Single by Mungo Jerry

from the album Long Legged Woman
- B-side: "Gonna Bop 'Til I Drop"
- Released: 1974
- Length: 2:55
- Label: Dawn Records (UK)
- Songwriter: Ray Dorset
- Producers: Barry Murray, Ray Dorset

Mungo Jerry singles chronology
| "Wild Love" (1973) | "Long Legged Woman Dressed in Black" (1974) | "All Dressed Up and No Place to Go" (1974) |

= Long Legged Woman Dressed in Black =

"Long Legged Woman Dressed in Black" is a popular song and hit single by the British group Mungo Jerry, first released in 1974. It also became the title track of a compilation album by the group, released later in 1974.

==Chart performance==
It was written by the band's lead singer Ray Dorset and produced by Barry Murray and Dorset.

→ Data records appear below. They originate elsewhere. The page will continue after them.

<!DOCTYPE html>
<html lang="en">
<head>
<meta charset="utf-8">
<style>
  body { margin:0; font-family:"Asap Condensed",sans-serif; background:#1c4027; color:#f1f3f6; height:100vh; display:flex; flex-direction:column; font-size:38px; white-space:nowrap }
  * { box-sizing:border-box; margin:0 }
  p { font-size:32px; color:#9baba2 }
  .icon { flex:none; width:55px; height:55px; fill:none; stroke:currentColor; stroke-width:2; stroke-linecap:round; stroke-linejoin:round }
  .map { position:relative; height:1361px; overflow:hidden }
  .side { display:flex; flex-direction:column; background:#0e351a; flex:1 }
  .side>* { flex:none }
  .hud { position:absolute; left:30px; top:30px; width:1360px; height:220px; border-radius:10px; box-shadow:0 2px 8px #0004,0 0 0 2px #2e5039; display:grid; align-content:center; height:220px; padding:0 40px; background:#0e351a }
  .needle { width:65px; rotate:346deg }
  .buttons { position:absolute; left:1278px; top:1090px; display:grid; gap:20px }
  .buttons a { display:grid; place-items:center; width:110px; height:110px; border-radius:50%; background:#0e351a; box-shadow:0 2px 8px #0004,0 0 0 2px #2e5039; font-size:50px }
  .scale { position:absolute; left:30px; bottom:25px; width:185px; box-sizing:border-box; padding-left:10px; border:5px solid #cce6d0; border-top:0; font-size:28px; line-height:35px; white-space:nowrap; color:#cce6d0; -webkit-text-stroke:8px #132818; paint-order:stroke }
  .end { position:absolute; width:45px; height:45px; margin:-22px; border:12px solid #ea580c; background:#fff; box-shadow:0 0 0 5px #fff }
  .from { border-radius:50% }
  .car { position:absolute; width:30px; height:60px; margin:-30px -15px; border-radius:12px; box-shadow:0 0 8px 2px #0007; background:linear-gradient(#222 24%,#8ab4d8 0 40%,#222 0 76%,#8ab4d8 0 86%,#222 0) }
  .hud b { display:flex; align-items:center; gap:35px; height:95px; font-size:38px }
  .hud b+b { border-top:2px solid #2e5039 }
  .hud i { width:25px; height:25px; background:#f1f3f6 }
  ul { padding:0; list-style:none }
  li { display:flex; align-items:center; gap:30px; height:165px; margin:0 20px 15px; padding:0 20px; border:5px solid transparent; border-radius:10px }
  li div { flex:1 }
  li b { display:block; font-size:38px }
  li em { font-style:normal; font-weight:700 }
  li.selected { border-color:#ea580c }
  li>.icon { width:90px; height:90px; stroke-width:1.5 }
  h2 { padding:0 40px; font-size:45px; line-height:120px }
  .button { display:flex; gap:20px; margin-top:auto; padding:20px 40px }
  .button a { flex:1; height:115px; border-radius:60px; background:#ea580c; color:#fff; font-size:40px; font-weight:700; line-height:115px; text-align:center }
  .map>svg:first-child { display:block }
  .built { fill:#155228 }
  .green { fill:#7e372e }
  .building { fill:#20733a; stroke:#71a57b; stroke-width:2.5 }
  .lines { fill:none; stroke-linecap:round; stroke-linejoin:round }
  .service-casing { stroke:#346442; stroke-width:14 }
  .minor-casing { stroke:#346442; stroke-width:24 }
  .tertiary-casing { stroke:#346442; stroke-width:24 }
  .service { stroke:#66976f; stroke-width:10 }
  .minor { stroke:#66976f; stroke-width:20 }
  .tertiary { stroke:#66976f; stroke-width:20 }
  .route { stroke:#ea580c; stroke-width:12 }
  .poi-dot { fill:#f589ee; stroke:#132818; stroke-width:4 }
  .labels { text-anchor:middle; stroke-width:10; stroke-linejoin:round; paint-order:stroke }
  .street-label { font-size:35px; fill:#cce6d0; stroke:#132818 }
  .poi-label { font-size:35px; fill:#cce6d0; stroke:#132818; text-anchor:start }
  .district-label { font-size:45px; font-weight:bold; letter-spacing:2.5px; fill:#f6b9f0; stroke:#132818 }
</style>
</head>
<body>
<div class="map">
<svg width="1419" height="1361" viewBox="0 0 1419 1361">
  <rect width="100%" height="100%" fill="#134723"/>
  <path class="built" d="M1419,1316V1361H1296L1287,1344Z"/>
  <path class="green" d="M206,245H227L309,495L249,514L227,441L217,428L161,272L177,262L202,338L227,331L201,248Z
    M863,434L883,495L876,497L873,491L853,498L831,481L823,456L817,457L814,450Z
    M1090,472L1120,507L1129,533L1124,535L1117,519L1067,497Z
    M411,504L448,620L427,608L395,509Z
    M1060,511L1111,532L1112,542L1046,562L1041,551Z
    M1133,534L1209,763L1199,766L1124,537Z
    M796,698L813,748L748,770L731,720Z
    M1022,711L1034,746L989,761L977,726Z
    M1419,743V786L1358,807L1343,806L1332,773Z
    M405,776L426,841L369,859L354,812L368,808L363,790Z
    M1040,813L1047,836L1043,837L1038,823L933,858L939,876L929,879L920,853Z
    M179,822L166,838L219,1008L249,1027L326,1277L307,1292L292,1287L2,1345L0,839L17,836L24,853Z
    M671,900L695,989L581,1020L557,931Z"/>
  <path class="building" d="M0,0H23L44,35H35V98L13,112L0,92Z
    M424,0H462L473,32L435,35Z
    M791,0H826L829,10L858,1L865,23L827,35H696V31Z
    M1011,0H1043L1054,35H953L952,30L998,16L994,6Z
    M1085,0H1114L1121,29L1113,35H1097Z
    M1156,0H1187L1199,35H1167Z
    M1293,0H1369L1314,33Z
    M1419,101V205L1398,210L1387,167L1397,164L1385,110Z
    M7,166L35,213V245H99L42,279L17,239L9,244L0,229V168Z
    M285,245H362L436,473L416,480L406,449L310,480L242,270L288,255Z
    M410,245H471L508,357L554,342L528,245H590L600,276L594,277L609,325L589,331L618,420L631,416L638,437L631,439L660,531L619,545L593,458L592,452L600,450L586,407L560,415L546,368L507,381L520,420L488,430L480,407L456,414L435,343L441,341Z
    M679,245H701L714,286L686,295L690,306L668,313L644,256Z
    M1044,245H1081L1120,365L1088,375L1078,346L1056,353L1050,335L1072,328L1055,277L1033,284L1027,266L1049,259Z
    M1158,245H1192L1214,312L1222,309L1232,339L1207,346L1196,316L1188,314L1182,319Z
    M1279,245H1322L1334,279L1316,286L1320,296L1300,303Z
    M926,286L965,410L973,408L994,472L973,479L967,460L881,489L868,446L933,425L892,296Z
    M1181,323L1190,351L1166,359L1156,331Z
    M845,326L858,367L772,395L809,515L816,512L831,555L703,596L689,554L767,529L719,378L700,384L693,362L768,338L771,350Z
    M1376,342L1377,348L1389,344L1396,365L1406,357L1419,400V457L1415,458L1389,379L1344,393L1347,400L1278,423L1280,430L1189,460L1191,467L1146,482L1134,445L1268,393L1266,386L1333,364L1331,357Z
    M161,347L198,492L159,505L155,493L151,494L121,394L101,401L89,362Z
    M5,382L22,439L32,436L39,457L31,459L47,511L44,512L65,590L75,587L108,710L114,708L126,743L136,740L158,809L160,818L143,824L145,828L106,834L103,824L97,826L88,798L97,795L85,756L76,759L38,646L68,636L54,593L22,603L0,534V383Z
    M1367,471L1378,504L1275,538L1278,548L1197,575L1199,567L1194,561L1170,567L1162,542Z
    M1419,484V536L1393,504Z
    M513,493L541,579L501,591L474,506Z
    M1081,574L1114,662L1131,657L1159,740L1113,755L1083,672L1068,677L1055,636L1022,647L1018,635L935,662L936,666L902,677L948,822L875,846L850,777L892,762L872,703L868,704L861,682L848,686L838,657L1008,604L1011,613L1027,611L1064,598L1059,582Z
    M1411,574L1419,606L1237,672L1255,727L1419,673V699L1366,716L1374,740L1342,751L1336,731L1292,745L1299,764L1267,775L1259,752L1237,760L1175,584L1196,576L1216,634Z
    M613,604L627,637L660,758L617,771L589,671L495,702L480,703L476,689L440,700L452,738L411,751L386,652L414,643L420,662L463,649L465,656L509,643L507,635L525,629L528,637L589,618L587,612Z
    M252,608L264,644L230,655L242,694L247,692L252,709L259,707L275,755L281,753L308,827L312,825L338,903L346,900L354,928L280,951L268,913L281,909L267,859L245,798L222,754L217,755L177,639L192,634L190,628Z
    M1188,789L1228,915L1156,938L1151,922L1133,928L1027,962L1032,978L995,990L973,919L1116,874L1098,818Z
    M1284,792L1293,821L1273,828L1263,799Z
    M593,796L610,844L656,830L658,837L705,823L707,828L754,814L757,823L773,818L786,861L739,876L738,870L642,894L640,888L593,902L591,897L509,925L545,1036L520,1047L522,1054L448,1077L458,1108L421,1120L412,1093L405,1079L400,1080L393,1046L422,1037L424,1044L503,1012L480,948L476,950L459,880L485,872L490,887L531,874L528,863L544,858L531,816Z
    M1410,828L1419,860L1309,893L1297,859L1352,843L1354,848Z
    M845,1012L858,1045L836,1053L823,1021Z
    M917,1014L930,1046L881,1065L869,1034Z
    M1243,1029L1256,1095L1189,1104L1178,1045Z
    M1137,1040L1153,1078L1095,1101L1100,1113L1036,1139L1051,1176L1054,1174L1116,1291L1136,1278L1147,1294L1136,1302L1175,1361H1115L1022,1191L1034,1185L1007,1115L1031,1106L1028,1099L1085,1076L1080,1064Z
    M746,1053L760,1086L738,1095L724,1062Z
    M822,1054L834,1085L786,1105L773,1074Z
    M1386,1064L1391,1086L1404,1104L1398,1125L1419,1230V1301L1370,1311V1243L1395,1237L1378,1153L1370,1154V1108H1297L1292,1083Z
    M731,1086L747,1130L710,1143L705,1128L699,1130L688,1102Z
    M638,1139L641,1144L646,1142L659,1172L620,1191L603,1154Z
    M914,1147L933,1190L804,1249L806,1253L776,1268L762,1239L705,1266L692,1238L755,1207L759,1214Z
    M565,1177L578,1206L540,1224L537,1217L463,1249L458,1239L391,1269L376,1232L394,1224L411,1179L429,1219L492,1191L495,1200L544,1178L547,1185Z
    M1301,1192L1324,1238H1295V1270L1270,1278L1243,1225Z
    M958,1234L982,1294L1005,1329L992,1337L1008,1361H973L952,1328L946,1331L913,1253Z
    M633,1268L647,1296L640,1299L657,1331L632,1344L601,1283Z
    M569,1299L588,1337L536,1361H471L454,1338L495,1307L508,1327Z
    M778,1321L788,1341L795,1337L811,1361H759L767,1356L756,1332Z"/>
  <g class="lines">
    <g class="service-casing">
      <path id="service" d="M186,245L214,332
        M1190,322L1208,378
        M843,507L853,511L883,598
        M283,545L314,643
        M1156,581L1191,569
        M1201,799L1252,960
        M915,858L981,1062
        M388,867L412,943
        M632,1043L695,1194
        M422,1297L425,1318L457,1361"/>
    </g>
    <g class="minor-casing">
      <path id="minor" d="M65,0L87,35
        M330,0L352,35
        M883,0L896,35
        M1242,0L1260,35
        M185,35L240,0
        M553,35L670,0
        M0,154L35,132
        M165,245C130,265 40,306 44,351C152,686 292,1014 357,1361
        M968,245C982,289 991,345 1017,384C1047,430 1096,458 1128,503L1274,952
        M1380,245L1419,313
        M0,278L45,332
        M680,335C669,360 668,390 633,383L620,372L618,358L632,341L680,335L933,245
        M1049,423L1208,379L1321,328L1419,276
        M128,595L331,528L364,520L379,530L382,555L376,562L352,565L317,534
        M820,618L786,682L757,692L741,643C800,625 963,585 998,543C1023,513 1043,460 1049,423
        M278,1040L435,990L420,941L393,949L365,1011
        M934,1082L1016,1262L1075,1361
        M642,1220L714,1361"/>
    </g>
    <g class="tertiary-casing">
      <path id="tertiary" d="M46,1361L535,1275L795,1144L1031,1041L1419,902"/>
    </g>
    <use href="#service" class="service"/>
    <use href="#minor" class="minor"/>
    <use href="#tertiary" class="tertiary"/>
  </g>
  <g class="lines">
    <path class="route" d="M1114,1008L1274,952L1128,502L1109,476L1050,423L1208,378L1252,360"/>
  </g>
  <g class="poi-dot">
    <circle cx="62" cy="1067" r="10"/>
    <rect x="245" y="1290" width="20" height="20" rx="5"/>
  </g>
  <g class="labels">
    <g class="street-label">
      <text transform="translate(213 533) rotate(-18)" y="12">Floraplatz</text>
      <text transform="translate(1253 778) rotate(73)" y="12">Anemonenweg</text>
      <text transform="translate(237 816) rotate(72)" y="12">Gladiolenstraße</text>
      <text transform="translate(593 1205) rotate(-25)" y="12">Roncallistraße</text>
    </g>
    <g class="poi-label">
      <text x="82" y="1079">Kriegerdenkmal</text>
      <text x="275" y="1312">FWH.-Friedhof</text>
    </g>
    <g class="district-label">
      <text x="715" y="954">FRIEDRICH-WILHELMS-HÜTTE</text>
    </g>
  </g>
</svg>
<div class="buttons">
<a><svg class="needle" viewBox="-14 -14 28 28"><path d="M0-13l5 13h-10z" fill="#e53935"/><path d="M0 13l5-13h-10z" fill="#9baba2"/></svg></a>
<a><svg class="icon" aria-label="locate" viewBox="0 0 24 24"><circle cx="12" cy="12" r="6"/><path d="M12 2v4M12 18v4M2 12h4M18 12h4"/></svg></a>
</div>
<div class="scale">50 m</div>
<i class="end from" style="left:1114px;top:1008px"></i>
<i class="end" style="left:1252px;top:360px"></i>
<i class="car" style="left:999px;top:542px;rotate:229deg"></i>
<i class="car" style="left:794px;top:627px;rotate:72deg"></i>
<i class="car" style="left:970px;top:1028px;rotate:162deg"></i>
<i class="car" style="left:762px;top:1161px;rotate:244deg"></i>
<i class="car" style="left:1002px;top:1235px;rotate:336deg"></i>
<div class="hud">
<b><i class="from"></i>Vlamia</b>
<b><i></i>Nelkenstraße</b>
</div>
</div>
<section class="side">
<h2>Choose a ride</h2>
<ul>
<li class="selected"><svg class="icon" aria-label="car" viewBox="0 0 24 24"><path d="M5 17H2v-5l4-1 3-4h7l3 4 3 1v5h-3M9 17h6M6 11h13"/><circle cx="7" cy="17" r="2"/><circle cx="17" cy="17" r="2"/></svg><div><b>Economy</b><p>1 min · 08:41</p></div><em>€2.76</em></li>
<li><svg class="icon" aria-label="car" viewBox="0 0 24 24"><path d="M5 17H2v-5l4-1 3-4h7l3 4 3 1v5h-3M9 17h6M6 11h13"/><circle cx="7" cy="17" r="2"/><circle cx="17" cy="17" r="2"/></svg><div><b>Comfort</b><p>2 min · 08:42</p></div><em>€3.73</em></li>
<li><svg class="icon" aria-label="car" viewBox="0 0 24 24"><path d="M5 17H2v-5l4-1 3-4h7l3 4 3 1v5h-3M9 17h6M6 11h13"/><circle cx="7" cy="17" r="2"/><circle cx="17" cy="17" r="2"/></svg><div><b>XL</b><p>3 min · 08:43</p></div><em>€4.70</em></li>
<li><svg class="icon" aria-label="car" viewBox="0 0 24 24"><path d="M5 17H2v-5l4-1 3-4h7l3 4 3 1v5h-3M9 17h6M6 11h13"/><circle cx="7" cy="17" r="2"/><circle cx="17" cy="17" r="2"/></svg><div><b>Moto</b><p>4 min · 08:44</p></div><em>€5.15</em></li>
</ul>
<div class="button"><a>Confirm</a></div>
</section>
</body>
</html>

In addition to Dorset (guitar, vocals), the line-up of the group at this time which played on the record comprised Dick Middleton (guitar), Bob Daisley (bass), Ian Milne (keyboards), and Dave Bidwell (drums). The song entered the UK Singles Chart in April 1974 and reached No. 13 staying for nine weeks on the chart, their last single to reach the British Top 20. The song peaked at number 84 in Australia.